[Stored data]
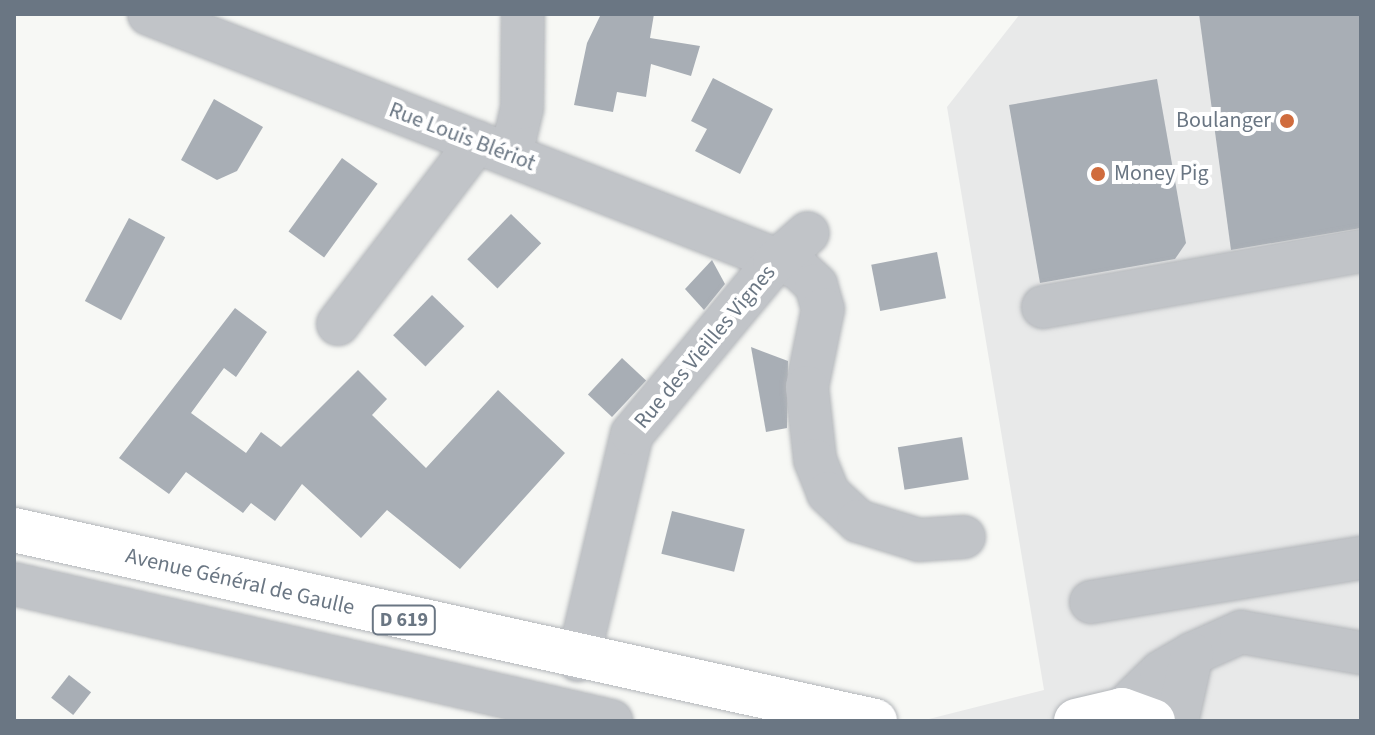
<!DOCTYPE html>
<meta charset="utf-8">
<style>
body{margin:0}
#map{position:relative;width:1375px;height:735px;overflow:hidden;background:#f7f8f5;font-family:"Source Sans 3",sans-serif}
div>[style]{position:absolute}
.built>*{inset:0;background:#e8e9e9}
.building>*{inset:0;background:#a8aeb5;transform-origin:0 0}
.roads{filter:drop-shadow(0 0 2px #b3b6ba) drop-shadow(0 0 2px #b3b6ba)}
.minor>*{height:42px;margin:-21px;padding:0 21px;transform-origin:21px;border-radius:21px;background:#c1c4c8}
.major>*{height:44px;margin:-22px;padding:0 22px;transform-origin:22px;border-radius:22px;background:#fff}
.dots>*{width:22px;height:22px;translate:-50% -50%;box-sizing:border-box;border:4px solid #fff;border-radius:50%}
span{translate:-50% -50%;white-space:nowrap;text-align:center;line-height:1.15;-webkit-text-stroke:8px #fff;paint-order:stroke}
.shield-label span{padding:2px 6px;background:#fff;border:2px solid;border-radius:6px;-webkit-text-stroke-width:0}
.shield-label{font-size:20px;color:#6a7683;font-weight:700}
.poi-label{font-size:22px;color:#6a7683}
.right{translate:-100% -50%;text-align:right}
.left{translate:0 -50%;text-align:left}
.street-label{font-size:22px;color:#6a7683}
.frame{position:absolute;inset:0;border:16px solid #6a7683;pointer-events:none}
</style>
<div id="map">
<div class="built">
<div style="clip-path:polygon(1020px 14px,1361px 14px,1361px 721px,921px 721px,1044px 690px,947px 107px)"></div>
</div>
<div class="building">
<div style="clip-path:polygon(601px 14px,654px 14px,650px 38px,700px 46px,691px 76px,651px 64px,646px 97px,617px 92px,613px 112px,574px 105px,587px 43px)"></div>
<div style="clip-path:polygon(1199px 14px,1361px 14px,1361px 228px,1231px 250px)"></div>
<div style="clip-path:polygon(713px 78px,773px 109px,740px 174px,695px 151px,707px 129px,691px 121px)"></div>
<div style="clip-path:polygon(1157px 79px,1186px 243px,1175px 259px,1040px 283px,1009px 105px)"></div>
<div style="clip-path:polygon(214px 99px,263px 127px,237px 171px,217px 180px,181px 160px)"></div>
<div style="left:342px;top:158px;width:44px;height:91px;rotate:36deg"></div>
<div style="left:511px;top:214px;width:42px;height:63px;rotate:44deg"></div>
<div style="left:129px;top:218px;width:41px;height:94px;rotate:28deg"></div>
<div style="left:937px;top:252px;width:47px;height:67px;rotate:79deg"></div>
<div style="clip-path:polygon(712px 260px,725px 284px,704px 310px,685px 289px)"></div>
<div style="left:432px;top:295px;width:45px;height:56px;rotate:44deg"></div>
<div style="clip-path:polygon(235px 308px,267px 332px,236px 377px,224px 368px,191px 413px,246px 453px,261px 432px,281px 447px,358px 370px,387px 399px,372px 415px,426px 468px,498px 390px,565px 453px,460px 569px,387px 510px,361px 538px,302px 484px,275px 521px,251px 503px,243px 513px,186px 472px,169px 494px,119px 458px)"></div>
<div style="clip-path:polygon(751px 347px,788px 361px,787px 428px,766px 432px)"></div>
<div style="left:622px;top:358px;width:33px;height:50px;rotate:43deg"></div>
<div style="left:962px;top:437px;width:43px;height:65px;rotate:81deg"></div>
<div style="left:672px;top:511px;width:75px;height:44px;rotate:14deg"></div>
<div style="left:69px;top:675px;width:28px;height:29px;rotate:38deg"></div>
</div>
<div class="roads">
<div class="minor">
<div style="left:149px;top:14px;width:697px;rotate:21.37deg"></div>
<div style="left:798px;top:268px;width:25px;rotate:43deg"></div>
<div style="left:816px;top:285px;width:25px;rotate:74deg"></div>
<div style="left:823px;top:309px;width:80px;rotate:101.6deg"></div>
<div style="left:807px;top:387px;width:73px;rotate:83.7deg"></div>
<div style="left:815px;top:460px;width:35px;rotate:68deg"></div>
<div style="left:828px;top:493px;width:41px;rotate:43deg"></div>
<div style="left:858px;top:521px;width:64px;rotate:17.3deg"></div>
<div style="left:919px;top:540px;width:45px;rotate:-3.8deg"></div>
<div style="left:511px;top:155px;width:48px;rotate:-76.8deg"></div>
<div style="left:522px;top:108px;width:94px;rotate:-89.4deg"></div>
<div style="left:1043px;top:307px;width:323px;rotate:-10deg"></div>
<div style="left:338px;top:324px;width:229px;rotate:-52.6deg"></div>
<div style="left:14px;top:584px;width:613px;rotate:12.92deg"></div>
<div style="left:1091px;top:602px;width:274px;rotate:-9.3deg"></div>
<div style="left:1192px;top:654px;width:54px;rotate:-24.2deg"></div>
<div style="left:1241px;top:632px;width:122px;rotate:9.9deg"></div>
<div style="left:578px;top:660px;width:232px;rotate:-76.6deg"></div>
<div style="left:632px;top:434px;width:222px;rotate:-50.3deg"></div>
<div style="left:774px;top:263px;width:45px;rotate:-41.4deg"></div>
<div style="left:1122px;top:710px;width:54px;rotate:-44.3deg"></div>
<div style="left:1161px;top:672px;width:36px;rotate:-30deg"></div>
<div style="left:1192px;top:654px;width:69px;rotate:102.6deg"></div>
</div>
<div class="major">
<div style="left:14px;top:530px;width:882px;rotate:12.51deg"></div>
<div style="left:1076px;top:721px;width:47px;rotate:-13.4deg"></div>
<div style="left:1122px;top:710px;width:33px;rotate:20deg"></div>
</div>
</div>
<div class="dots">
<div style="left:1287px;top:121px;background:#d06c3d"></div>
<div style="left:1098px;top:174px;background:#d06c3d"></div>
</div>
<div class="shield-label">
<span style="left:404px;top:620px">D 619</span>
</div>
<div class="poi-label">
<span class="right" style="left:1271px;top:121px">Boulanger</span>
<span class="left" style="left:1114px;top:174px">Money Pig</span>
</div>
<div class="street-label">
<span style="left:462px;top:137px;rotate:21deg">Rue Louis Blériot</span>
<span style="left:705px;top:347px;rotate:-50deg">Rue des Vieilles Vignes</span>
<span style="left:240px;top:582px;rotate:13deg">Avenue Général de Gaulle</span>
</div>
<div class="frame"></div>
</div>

What to produce >> Up to and including the line with "2px #b3b6ba) drop-shadow(0", repeat every line from the top of the entries exactly, but not the pictures.

Result for this task >>
<!DOCTYPE html>
<meta charset="utf-8">
<style>
body{margin:0}
#map{position:relative;width:1375px;height:735px;overflow:hidden;background:#f7f8f5;font-family:"Source Sans 3",sans-serif}
div>[style]{position:absolute}
.built>*{inset:0;background:#e8e9e9}
.building>*{inset:0;background:#a8aeb5;transform-origin:0 0}
.roads{filter:drop-shadow(0 0 2px #b3b6ba) drop-shadow(0 0 2px #b3b6ba)}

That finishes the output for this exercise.